Наши соображения приводят в конце концов к следующему результату. Если Шекспир, как комический писатель, не нашел себе такого безусловного и повсеместного признания, какое выпало на долю Мольера, то причина этого заключается не в слабости его комического дарования, а скорее – в слишком большом внутреннем богатстве его, благодаря которому у него является для обработки уж чересчур много мотивов и положений, и свое остроумие он разбрасывает слишком уж расточительно и безразборчиво. Причина затем – в каком-то светлом добродушии и первобытной свежести автора, находящего удовольствие и в совершенно простой шутке и не взвешивающего тщательно и серьезно, какой эффект произведет то или другое остроумное слово; причина в том значительном влиянии, которое позволяет Шекспир своей фантазии иметь на его комическое творчество, тогда как Мольер работает преимущественно разумом; главная же причина в том, что цели у Шекспира были в гораздо меньшей степени исключительно комические, чем у французского драматурга. Это обстоятельство находится в связи с различными у того и другого воззрениями на сущность комедии – пункт, на котором считаю нужным остановиться несколько подробнее.
Взгляд на комедию Мольера нашему собственному представлению об этом предмете, а также и пониманию древних, ближе и родственнее, чем воззрение Шекспира. И это последнее в окончательных выводах тоже примыкает к древнему, но имеет своим источником средневековое видоизменение древнего.
Предмет комического изображения составляет смешное, а смешное в «Поэтике» Аристотеля определяется, как род порока, как нечто отвратительное или скверное, с которым однако не соединена никакая душевная боль и которое не производит никакого пагубного действия. Превосходным объяснительным примером приводит философ маску комедии, изображавшую нечто уродливое, карикатурное, не выражая при этом никакой боли.

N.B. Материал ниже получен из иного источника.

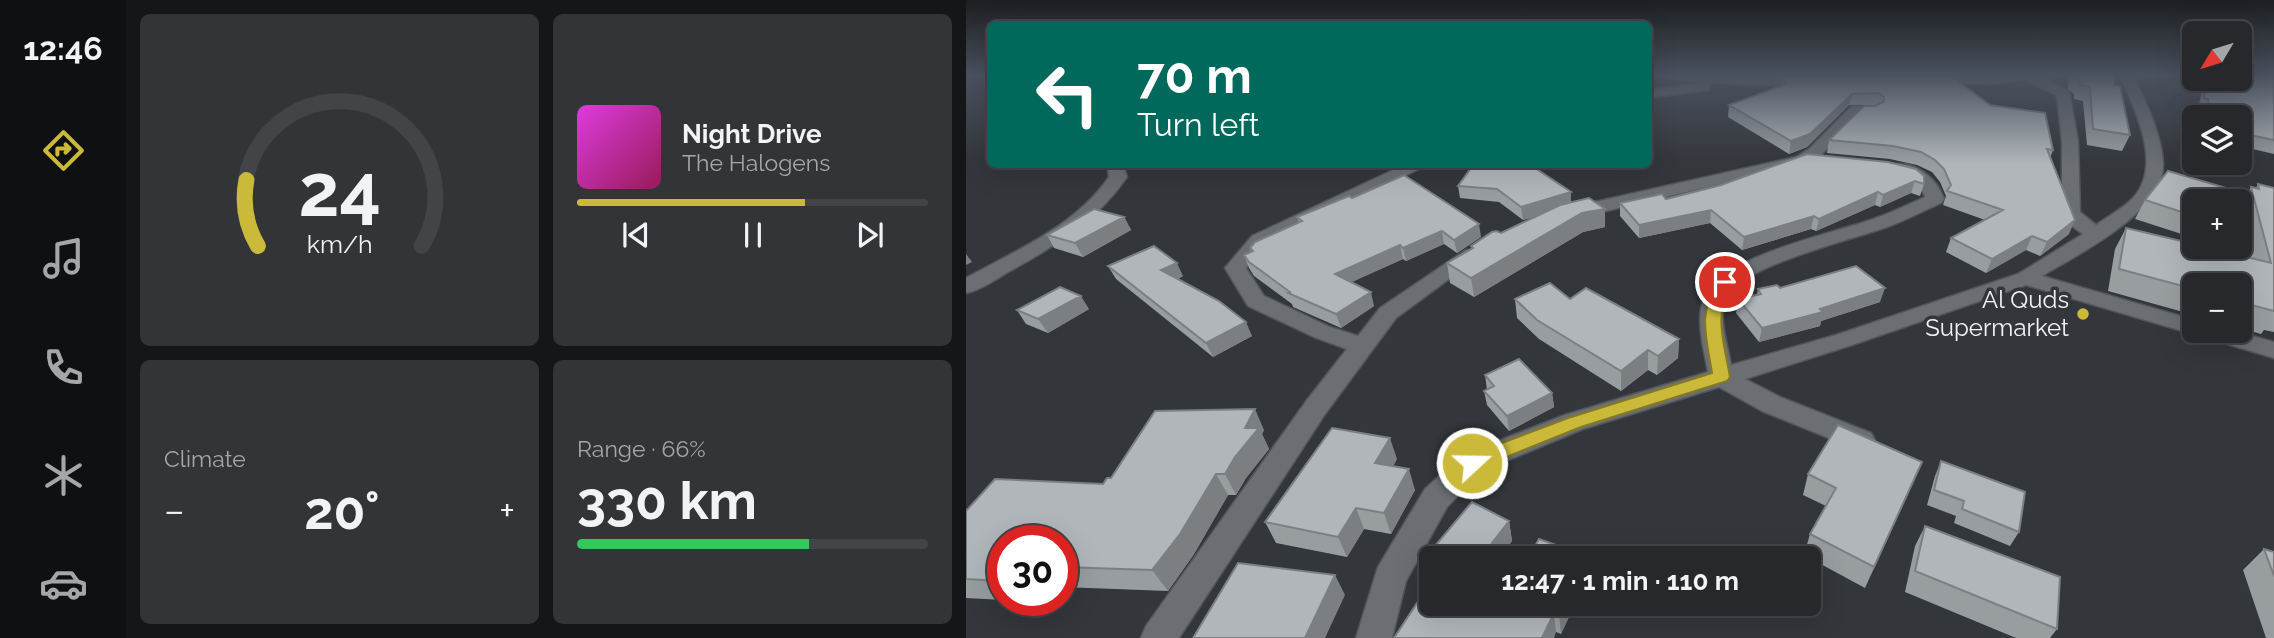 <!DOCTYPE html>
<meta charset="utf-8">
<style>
body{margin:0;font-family:Raleway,sans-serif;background:#323438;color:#f1f3f6;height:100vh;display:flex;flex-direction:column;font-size:26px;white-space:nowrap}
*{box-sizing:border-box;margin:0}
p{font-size:23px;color:#a4a6a9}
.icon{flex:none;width:38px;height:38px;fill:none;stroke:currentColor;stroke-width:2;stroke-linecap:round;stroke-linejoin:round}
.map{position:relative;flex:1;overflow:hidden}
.details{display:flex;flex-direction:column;gap:14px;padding:14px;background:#151618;width:840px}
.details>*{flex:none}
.banner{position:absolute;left:21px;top:21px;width:665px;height:147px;border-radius:10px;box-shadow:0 7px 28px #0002,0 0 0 2px #424448;background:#00695c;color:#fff;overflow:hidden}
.needle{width:46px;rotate:232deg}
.fabs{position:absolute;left:1216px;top:21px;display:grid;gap:14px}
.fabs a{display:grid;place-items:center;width:70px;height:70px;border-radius:10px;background:#26282c;box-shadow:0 7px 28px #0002,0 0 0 2px #424448;font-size:35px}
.speed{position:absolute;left:21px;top:525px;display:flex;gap:14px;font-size:35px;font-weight:700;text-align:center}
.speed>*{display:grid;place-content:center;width:91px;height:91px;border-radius:50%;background:#26282c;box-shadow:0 7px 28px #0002,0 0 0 2px #424448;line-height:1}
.speed .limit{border:10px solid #d22;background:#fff;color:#111}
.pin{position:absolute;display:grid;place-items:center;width:60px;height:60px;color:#fff;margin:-30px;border:4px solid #fff;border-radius:50%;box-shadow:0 2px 7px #0007}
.me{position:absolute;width:77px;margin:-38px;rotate:69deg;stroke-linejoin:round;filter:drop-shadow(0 0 5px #0008)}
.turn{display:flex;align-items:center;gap:24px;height:147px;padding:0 35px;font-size:32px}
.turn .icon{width:91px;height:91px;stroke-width:2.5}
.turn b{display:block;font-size:49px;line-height:60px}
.big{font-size:52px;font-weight:700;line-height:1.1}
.details .tile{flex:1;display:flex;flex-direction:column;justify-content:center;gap:10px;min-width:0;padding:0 24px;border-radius:10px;background:#323438}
.details .dial{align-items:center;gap:0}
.dial svg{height:182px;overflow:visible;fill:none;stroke:#424448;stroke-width:7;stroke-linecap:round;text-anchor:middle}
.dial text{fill:#f1f3f6;stroke:none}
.song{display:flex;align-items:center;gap:21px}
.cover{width:84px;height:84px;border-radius:10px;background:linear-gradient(135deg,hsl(300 70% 55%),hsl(330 70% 35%))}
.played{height:7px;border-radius:4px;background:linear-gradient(90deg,#cbba39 65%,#424448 65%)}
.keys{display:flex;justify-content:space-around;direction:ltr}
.heat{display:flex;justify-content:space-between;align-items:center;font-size:38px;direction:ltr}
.charge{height:10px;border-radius:5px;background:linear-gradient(90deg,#34c759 66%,#424448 0)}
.details .tiles{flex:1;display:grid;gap:14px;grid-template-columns:repeat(2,1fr)}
.trip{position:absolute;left:453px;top:546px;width:402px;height:70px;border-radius:10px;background:#26282c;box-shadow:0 7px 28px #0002,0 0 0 2px #424448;font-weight:700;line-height:70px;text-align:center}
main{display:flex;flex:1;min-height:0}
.dock{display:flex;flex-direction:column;width:126px;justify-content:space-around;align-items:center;background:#0f1012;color:#a4a6a9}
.dock .icon{width:49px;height:49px}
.dock .current{color:#cbba39}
.dock b{font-size:32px;color:#f1f3f6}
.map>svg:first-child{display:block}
</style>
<main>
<nav class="dock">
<b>12:46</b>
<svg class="icon current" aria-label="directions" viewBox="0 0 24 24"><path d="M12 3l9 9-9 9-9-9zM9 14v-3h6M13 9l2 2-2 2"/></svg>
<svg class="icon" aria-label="music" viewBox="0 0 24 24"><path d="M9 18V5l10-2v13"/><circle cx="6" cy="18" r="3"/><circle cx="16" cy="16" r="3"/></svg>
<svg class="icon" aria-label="phone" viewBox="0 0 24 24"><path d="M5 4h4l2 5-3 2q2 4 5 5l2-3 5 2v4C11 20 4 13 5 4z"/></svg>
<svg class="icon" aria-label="climate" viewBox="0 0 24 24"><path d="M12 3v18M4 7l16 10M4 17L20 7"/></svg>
<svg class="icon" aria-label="car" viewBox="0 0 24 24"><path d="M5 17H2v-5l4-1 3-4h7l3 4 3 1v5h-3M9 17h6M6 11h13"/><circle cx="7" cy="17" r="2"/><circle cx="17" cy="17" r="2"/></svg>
</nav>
<section class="details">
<div class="tiles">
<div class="tile dial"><svg viewBox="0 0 100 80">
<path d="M14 69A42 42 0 1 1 86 69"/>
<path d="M14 69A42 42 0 0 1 9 40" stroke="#cbba39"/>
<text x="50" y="56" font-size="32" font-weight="700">24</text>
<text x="50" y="72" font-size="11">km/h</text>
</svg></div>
<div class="tile">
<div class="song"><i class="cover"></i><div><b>Night Drive</b><p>The Halogens</p></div></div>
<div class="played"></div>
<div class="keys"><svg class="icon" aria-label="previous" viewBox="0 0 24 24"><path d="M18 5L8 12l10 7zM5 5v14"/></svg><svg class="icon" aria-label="pause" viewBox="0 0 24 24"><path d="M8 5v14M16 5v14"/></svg><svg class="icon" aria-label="next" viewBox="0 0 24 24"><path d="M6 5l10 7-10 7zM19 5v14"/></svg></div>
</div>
<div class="tile"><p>Climate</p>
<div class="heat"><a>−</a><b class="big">20°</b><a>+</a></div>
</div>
<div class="tile"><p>Range · 66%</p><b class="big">330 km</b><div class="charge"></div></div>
</div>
</section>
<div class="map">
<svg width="1308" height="638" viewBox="0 0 1308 638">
<rect width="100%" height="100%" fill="#33363a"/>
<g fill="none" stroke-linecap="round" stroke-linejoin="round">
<g stroke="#525558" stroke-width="3">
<path id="minor" d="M695 75 845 76 852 80 845 84 784 85 702 79Z
M960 75H1070L1103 91 1112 141 1114 212 1130 225C1141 217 1156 209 1166 199 1198 166 1169 110 1154 75H1167C1179 101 1195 132 1197 162 1201 211 1112 254 1076 276L1228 320V331H1269L1308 342V358L1235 336 1233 333 1220 332 1060 285 886 345 779 379 814 397 905 433 909 440 905 447 895 450 885 447 796 411 753 387 617 429 516 471 481 507 440 581 426 638H390L412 567 459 489 496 455 599 415 742 372C738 350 729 319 738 298 756 255 867 234 910 218 927 212 943 204 959 197 952 176 935 181 923 169L925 165C949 160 971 178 978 199L975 203C957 211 940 220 921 227 888 239 775 266 760 297 751 316 762 345 765 365L870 335 1052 274 1117 234 1103 224 1096 212V141L1091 96 1059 79 1026 84 955 82 953 79Z
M738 83 743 84V90L682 98V90Z
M890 106 906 107 913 111 906 115H894L848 162 606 219 597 213 606 207 830 157 843 149 885 107Z
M141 164H157L161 177C131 221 89 246 44 271 30 279 15 290 0 293V278C51 250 109 226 143 177Z
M440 164H463L300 244 280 268 298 296 364 327 392 336 414 308 500 250H514L517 254 430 318 359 414 213 638H175L180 626 341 400 381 349 348 337 282 306 259 268 286 236Z"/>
</g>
<use href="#minor" fill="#6b6e73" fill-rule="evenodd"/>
</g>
<path fill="#989da0" d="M1102 75H1147L1148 85 1164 135 1156 151 1121 145 1117 101 1108 99V94L1102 89Z
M1308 75V154L1274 146V117H1236V110H1232L1238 79H1274Z
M817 76 1024 105 1087 150 1084 158 1103 234 1074 256 1060 250 1020 273 980 252 985 238 1019 220 977 205 980 196 974 182 966 172 951 165 924 159 861 153 863 140 910 105H883L841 147 823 154 762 117 763 105 815 86Z
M922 162 958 184 954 196 945 193 914 207 909 205 850 231 845 229 776 250 744 223 673 238 654 216V203L700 199Z
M566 166 605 192V202L639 227 617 232 508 297 484 283 481 263 506 249 505 246 574 215 557 220 533 202 494 198 492 186Z
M1292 184 1308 188V332L1298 330 1295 334 1274 328V285H1228V315L1142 291 1149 249 1160 228 1284 258 1274 214V201H1228V238L1169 219 1179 200 1281 194 1285 187 1290 188Z
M386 198 515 237 491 253 478 244 440 261 437 259 385 282 408 306 375 328 327 307 326 304 288 276 283 268 278 255 285 252 284 248 333 223 331 217Z
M158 217 165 230 117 257 88 248 81 235Z
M142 266 217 276 212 279 286 336 247 357 150 279Z
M814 288 914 302 855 321 854 326 793 342 770 313 772 299 791 295 792 289Z
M549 299H604L713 339 712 358 691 375 682 370 655 391 573 339 551 318Z
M123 309 82 333 60 324 51 310Z
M519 375 586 393 588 407 543 431 521 405 518 391 521 390Z
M298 430 296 434 303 449 280 478 270 495H262L228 554 202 591 96 587V541H37V600H57L56 601 0 598V511L137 484 145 478Z
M431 459 427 466 449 490 425 534 398 529 381 557 310 543 299 522Z
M975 461 1053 532 1044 546 988 523 990 516 961 505 969 476Z
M956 462 899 588 838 555 844 534 860 506 837 495 842 474Z
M506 502 543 521 546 541 540 549 563 557 573 539 621 556V558H466V579L464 578 458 559Z
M959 526 1091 629 1084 638H1050L939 592 949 546Z
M1298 549 1308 552V638H1300L1277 570Z
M466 604H609L595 634 590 632Z"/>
<path fill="#7c7f82" d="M886 94 883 105 841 147 823 154 825 141Z
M949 181 945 193 914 207 917 195Z
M605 192V205L557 220 555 207Z
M912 192 909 205 850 231 853 219Z
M639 209V227L617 232 508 297 505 278 616 213Z
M745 210 744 223 673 238V225Z
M848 216 845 229 776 250 778 237Z
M158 217 165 230 117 257 109 243Z
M1109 220 1103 234 1074 256 1081 242Z
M513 224 515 237 491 253 488 240Z
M476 231 478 244 440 261 437 248Z
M1066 236 1060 250 1020 273 1026 259Z
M434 245 437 259 373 288 369 274Z
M0 254 6 262 0 265Z
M211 263 217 276 202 283 195 270Z
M919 288 914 302 855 321 854 326 793 342 796 328Z
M405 292 408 306 375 328 370 314Z
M115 296 123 309 82 333 72 319Z
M280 322 286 336 247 357 240 343Z
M713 339 712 358 691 375 692 356Z
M682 350V370L655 391V371Z
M586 393 588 407 543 431 541 416Z
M289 409 298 430 296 434 303 449 280 478 270 495 259 474Z
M424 438 431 459 416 484 409 463Z
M956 462 947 483 899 588 908 567Z
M443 469 449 490 425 534 418 513Z
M250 474 262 495 228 554 202 591 186 570Z
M390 508 398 529 381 557 372 537Z
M543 521 546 541 533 558 526 543Z
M369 575 379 595 359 638H339Z
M598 604H609L595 634 593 615Z
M588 613 590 632 588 638H576Z"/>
<path fill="#b1b6ba" stroke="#7c7f82" stroke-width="2" d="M984 75 1024 105 1079 113 1087 150 1081 149 1109 220 1081 242 1066 236 1026 259 985 238 1037 210 981 191 985 185 978 169 969 160 955 152 927 146 863 140 898 106H909L917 102 918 97 912 93 886 94 844 134 825 141 763 105 820 84 817 76Z
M1108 75H1147L1148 85 1154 86 1164 135 1127 129 1124 87 1114 85 1113 80Z
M1274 75H1308V140L1274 133V117H1243L1242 99 1238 98 1242 79H1274Z
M841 154 922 162 950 169 958 176V184L949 181 917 195 912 192 853 219 848 216 778 237 745 210 673 225 654 203 696 194 700 199 755 185Z
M508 164H563L605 192 555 207 531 189 492 186Z
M1202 171 1281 194 1274 206V201H1228V216L1179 200Z
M438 175 513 224 488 240 476 231 437 248 434 245 369 274 405 292 370 314 322 293 324 292 283 262 278 255 287 251 284 248 289 242 336 221 331 217 383 196 386 198Z
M1292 184 1308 188V311L1274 302V285H1228V289L1153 269 1160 228 1228 244V247H1239L1305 263 1285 187 1293 189Z
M623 198 639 209 616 213 505 278 481 263 507 248 505 246 526 232 530 231 535 233 594 205Z
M128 209 158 217 109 243 81 235Z
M188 246 211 263 195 270 253 301 280 322 240 343 142 266Z
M890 266 919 288 854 309 857 312 796 328 772 299 795 294 792 289 811 285 814 288Z
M584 283 604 299 620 288 713 339 692 356 682 350 655 371 571 320 549 299Z
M94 287 115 296 72 319 51 310Z
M553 359 586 393 541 416 518 391 528 386 519 375Z
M289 409 279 428H293L269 457 259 474H250L214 534 186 570 96 567V541H37V579L35 581 0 579V511L29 479 137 484 141 478H145L189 411Z
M872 425 956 462 908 567 844 534 870 488 842 474Z
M366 428 424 438 409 463 443 469 418 513 390 508 372 537 299 522Z
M975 461 1059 492 1053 532 996 509 998 501 968 490Z
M506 502 543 521 526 543 563 557 573 539 621 556 620 558H466V563L458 559Z
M959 526 1094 577 1091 629 949 571Z
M1298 549 1308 552V576Z
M272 563 369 575 339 638H227Z
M466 580V604H598L593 615 588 613 576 638H428Z"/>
<linearGradient id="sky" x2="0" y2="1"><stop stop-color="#1c1e20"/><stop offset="0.46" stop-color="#4a5260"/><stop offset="1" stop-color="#4a5260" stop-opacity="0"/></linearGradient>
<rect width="1308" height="164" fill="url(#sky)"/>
<path fill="#cbba39" stroke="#847925" stroke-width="2" d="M759 277 766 282C747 314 758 342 764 377L761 381 615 427 513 468 506 471 499 468 496 463 499 457 602 418 746 373C740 335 731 313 754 279Z"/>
<circle fill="#cbba39" stroke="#33363a" stroke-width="2.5" cx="1117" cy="314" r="7"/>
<g text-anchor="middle" stroke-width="7" stroke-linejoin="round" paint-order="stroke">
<g font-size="24" fill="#f1f3f6" stroke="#33363a" text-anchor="end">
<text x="1103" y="308">Al Quds<tspan x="1103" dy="28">Supermarket</tspan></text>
</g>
</g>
</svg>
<div class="fabs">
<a><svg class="needle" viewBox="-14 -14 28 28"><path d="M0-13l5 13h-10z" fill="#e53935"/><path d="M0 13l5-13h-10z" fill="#a4a6a9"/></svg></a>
<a><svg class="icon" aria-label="layers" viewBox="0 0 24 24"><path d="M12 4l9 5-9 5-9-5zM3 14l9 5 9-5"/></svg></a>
<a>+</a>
<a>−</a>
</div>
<div class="speed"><div class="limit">30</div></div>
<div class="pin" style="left:759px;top:282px;background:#d93025"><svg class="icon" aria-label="arrive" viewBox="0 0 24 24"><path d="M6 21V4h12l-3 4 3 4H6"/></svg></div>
<svg class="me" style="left:506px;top:463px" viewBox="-20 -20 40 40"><circle r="17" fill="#cbba39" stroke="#fff" stroke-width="3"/><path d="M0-11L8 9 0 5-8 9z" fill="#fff"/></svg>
<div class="trip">12:47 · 1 min · 110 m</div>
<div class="banner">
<div class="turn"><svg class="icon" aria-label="left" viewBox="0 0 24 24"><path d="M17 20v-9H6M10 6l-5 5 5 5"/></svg><div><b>70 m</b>Turn left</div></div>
</div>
</div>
</main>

Но если мы это определение захотим применить к знаменитейшим и лучшим комедиям Мольера, то с удивлением увидим, что к ним оно нисколько не применяется. Возьмем, напр., такой недосягаемый шедевр, как «Школа Женщин». Тут перед нами старый эгоист Арнольф, намеревающийся жениться на молодой девушке и с этою целью воспитавший ее в полном одиночестве, чтобы она оставалась совершенно неопытною и ровно ничего не знающею; но вот он с ужасом открывает, что любовь сумела проникнуть и к его пленнице и именно на этом совсем неразвитом существе доказала свои превосходные преподавательские способности. Постоянно видит он прогрессивный ход этой любви, и однако не в состоянии остановить зло, и тонкоскованные планы его имеют результатом его собственную погибель. Несомненно, что этот Арнольф чудесная комическая фигура, смешная до последней степени. Но разве порочное, уродливое в нем не соединено в душевною болью? Ведь он выносит истинно адские пытки, и хотя они вполне им заслужены, читатель все-таки может сочувственно относиться к нему. А «Мизантроп» – этот благородный, только уж слишком откровенный и ничем не стесняющийся характер, которому кажется, что он ненавидит и презирает мир, но который при этом попадает в сети кокетки, откуда он, наконец, освобождается только ценою глубокой сердечной раны, уходя похоронить себя в полном одиночестве? Разве не истинно печальна судьба этого человека, о которой Гёте говорит, что она производит чисто трагическое впечатление? А скупец Гарпагон с его демоническою страстью, которая в нем самом умерщвляет все божественное, а в сыне его и дочери разрушила всякое чувство детей к отцу – разве можно смотреть на эту страсть, как на непагубную? И наконец, в Тартюфе, этом лицемере, разбивающем счастье целого семейства, и притом того, которое осыпало его своими благодеяниями – разве не пагубны его натура и его манеры действия?